第1話「永遠にバースデー」は彼女の12歳の誕生日から始まる。でも母親から送られたプレゼントは、女の子らしい服、女性用カミソリにデオドラント用品、そしてブラジャー。玩具がほしかったレジーは、そのプレゼントにとても失望する。さらに母親は、ガレージセールで、レジーの古いおもちゃを売り出そうとする。売り出されそうなおもちゃを取り返したレジーは、それらを隠すため、エンドレス島へと向かうのだった。

第1話の導入からもわかる通り、本作は「子供でいたい」という願いと「否応でもなく大人になっていく」という現実のせめぎあいをバックにしながら物語を進めていく。そしてシリーズは進むにつれ「子供でいたい」と願うレジーと、トッドとエスターの間に距離が生まれていく様子を描く。

第21話「永遠に踊りたい(Dance Forever)」は、学校でダンス祭りが行われるエピソード。トッドは偶然知り合った、趣味が共通のグエンと踊ることになる。トッドの恋話に興味津々のエスターも、ダンス祭りの会場で出会った男の子とチークを踊ることになる。でもレジーは、恋話には興味がなく、チークタイムも持て余してしまう。音楽係の先生に、もっとノリのいい曲を掛けてくれるよう交渉したりもする。
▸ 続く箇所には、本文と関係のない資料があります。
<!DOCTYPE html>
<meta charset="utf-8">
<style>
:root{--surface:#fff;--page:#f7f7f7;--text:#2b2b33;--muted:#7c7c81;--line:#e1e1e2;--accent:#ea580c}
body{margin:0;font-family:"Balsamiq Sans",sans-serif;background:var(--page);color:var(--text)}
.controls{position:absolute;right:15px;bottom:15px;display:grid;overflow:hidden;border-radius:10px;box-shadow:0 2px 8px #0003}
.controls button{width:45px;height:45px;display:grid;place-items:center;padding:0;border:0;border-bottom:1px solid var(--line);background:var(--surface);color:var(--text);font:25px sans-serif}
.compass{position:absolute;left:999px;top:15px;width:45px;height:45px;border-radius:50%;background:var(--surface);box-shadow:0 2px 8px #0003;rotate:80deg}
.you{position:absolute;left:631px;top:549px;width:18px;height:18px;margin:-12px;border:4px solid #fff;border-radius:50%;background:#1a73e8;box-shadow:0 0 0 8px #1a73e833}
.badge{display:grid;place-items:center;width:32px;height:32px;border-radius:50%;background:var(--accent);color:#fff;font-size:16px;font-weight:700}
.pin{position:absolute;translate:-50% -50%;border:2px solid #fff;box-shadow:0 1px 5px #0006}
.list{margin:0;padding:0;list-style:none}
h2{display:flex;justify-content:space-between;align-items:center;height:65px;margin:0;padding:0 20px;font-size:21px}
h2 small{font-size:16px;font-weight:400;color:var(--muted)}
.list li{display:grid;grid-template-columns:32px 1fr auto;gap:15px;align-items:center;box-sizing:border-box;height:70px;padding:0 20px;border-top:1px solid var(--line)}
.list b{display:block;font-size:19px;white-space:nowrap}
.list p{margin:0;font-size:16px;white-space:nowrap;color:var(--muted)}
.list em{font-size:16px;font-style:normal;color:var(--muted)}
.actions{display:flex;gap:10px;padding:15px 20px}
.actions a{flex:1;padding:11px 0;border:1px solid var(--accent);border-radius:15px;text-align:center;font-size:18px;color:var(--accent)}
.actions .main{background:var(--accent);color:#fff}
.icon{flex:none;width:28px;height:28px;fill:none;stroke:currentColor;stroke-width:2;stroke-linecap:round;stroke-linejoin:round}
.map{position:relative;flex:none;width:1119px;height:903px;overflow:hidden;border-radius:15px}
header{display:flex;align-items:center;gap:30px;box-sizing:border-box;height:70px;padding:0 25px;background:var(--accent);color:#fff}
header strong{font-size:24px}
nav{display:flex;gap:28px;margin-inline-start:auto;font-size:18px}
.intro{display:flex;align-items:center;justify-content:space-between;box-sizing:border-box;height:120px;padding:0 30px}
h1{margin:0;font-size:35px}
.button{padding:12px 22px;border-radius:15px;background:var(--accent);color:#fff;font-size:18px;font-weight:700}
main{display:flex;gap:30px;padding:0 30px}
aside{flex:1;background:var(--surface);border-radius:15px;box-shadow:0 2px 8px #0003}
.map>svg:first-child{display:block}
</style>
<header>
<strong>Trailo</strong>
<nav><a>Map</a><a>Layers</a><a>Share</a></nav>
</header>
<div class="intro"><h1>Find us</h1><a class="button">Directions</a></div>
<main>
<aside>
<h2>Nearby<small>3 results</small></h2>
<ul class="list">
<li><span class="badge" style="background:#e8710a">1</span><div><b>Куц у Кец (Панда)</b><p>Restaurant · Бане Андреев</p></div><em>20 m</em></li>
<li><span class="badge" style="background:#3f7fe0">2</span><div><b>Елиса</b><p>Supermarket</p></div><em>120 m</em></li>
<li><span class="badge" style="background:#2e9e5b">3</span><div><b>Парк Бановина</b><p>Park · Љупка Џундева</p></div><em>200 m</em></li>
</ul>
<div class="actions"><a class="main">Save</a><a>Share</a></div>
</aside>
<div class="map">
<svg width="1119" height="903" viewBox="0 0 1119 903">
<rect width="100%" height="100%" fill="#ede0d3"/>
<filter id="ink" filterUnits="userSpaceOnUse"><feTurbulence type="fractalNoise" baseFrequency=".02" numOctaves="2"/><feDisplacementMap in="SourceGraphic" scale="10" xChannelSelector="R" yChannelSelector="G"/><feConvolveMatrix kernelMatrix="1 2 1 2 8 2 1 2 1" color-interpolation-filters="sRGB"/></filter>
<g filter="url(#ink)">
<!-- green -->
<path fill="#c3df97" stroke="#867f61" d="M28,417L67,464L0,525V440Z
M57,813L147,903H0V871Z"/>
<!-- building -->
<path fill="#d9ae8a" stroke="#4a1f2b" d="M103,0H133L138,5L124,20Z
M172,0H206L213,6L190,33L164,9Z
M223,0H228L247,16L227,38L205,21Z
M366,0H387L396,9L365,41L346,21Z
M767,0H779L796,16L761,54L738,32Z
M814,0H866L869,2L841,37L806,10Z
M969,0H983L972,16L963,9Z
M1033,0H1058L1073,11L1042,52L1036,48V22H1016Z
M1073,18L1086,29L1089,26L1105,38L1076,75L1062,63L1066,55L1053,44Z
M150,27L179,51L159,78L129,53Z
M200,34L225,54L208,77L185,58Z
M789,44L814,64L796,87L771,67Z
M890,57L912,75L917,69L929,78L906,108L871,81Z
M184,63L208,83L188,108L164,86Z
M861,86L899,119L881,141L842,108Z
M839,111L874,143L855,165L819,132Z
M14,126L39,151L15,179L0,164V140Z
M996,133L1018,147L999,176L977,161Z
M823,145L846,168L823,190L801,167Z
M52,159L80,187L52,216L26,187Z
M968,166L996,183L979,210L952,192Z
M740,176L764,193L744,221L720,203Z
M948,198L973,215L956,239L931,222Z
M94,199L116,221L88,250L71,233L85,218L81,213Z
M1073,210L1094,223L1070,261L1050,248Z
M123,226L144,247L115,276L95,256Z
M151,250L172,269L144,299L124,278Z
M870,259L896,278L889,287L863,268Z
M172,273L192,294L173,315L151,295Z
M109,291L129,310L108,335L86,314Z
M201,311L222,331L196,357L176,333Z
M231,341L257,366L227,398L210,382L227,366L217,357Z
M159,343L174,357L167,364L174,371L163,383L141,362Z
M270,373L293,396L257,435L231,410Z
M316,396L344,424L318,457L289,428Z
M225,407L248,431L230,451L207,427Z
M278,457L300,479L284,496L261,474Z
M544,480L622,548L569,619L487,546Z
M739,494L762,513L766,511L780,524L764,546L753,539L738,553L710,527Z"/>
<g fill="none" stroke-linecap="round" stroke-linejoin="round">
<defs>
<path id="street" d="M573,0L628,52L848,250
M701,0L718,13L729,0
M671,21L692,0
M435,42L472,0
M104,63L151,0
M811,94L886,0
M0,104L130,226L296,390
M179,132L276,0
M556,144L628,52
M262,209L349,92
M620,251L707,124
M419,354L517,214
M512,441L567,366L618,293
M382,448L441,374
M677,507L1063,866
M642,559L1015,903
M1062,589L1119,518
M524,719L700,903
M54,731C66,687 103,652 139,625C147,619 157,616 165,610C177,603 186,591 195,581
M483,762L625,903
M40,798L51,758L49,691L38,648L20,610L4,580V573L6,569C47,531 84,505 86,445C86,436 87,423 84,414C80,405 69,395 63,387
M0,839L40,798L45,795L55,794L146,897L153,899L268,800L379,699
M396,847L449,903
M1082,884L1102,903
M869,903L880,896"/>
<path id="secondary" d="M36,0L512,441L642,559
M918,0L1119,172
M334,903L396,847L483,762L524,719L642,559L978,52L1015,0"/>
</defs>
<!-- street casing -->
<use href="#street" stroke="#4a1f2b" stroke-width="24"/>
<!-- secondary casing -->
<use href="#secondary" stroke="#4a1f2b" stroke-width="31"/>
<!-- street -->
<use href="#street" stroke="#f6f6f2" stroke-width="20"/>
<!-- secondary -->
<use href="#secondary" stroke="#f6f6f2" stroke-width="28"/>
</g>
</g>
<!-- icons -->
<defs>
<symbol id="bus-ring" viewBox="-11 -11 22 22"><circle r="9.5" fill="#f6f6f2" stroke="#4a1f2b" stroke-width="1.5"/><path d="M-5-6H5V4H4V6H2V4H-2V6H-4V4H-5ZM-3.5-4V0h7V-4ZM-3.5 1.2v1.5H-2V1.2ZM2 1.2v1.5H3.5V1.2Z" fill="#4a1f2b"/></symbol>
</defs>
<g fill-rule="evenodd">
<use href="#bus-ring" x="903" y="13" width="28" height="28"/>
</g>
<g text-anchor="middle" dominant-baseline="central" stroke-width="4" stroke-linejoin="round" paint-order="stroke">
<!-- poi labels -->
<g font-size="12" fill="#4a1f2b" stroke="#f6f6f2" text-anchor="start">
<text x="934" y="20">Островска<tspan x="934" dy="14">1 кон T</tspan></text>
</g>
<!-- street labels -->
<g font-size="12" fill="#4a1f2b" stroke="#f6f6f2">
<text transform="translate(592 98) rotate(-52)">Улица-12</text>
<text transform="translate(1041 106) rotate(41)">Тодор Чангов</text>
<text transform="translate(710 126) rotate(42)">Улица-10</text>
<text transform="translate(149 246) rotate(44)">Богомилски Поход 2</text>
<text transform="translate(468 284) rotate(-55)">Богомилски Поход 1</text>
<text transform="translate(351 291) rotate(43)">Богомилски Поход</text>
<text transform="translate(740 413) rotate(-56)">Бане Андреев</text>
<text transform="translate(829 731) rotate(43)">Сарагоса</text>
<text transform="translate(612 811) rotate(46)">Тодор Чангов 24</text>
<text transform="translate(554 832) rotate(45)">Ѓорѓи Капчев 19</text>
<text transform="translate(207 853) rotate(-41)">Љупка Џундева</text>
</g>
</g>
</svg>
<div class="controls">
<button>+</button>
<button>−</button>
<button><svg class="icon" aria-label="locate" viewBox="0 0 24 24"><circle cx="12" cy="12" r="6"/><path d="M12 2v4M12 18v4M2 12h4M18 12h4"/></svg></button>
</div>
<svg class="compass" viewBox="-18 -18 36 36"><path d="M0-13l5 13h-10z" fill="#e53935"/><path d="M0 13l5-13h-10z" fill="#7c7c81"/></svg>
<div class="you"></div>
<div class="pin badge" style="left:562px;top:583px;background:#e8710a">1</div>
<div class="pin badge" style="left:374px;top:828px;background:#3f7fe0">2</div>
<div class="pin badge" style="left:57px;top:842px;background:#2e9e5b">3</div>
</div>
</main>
最終的に、レジーはエスターとトッドに帰ろうと言い出す。けれどトッドはそれを断り、レジーと喧嘩になってしまう。レジーに連れ出されたエスターも、レジーのその振る舞いに不満を感じることになる。「ワタシらしくありたい」と思うことが、周囲を巻き込んだ「成長拒否」に繋がってしまう危うさは、とてもヒリヒリとしたものだ。

では、レジーに恋を感じる瞬間はないのか。実は第17話・第18話「ずっとしめ出され(Locked Out Foreve) パート1/パート2」でその出会いが描かれている。レジーが気になっているのは、学校で自主映画を作っている同級生コネリー。コネリーとレジーには、「想像力で物語を語る」という共通点がある。でもレジーは、コネリーが気にかかってしまう理由がよくわかっていない。ダンス祭りで急にレジーが帰るといい出したのも、コネリーが会場に姿を見せたことで、動転したからだ。

シリーズのエグゼクティブ・プロデューサーの一人であるペトスキーは、レジーを「自分のセクシュアリティに折り合いをつけていく」クィアなキャラクターと説明したという。つまりコネリーは、レジーが「ワタシらしく」を保ちながら、大人になっていく過程のカギを握るであろうキャラクターだったのだ。ただし本作はシーズン1だけで終了となってしまい、レジーのその後は残念ながら描かれることはなかった。果たしてレジーと「エンドレス島」の関係はどのように変化していっただろうか。

Netflixの様々なアニメシリーズを見ると、海外にも「ハイターゲットのアニメ(カートゥーン)」がいろいろあることがよくわかる。中でも『ビッグマウス』と『永遠に12才!』は、日本アニメがよく扱う「思春期」をまったく違うアプローチで扱っており、アニメーションの多様さを実感することができる。それは同時に「日本アニメが手を付けていない領域がまだまだある」ということの証でもあると思う。